Genus of flowering plants

Zygogynum is a genus of plants in the family Winteraceae with 47 species as of October 2024. They are native to areas from Borneo through New Guinea and Queensland to New Caledonia, with 22 species in New Guinea. Initially, the genus was thought to be endemic to New Caledonia, but in 1985 Willem Vink transferred the related genera Bubbia and Exospermum to Zygogynum, thus extending the range westward.
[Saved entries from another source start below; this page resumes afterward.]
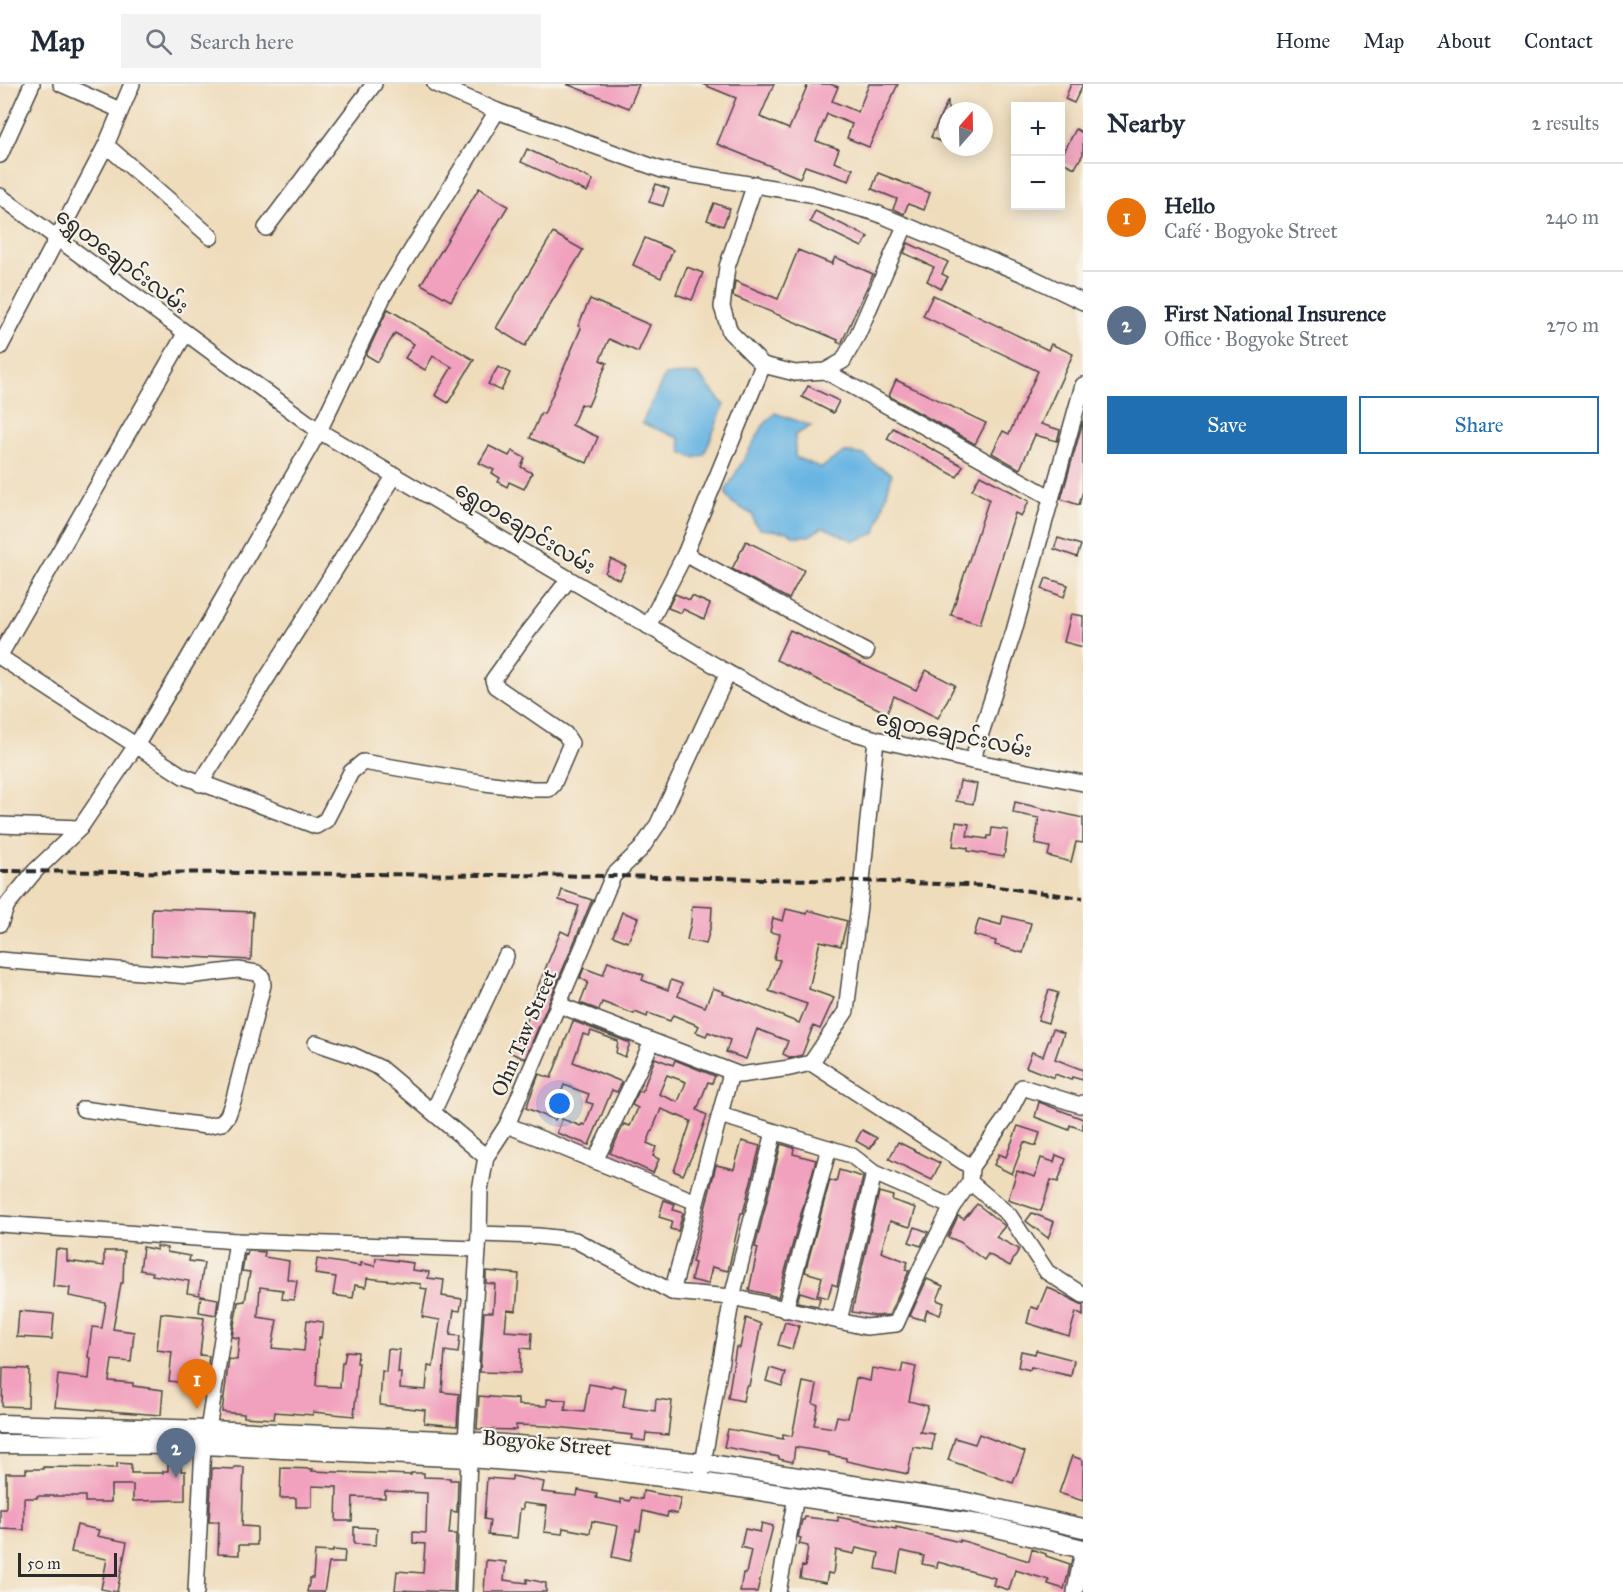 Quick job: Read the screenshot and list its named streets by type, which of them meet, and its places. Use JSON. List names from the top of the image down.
{
  "streets": {
    "main road": ["Bogyoke Street"],
    "street": ["ရွှေတချောင်းလမ်း", "Ohn Taw Street"]
  },
  "crossings": [
    ["ရွှေတချောင်းလမ်း", "Ohn Taw Street"],
    ["Ohn Taw Street", "Bogyoke Street"]
  ],
  "scale_bar": "50 m",
  "north": "top",
  "page": {
    "header": "Map",
    "search": "Search here",
    "nav": [
      "Home",
      "Map",
      "About",
      "Contact"
    ],
    "heading": ["Nearby", "2 results"],
    "map_buttons": ["+", "−"],
    "list": [
      {
        "mark": "1",
        "name": "Hello",
        "note": "Café · Bogyoke Street",
        "value": "240 m"
      },
      {
        "mark": "2",
        "name": "First National Insurence",
        "note": "Office · Bogyoke Street",
        "value": "270 m"
      }
    ],
    "buttons": ["Save", "Share"],
    "pins": ["1", "2"],
    "scale": "50 m"
  }
} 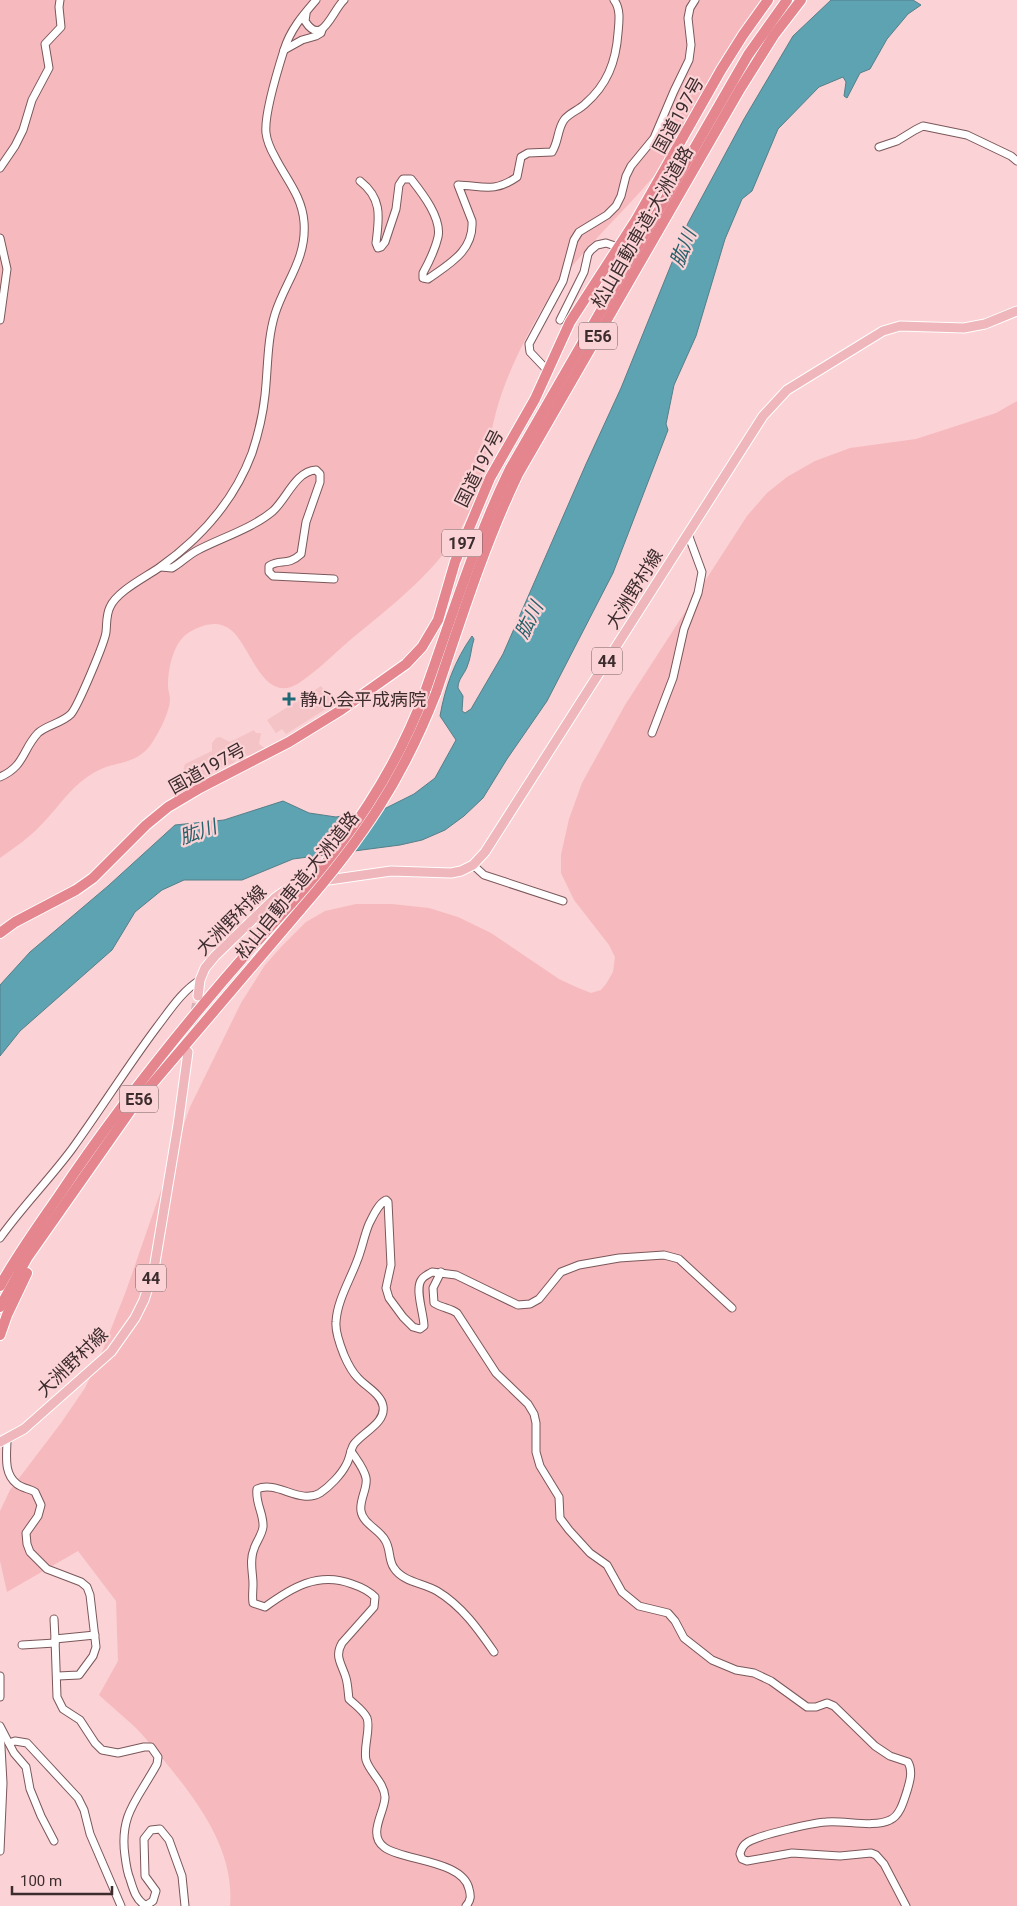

More recently, new species have been identified and described which again extends the range of the genus such that it now includes Borneo. It is one of the few angiosperm genera in which the wood lacks xylem vessels.

==Description==
Plants in this genus are evergreen shrubs or small trees, leaves are alternate, undivided, and hairless; they may have a peppery taste. Inflorescences are terminal and have 1–150 flowers. Petals number from 4 to 30, stamens from 3 to 370, carpels from 1 to 50.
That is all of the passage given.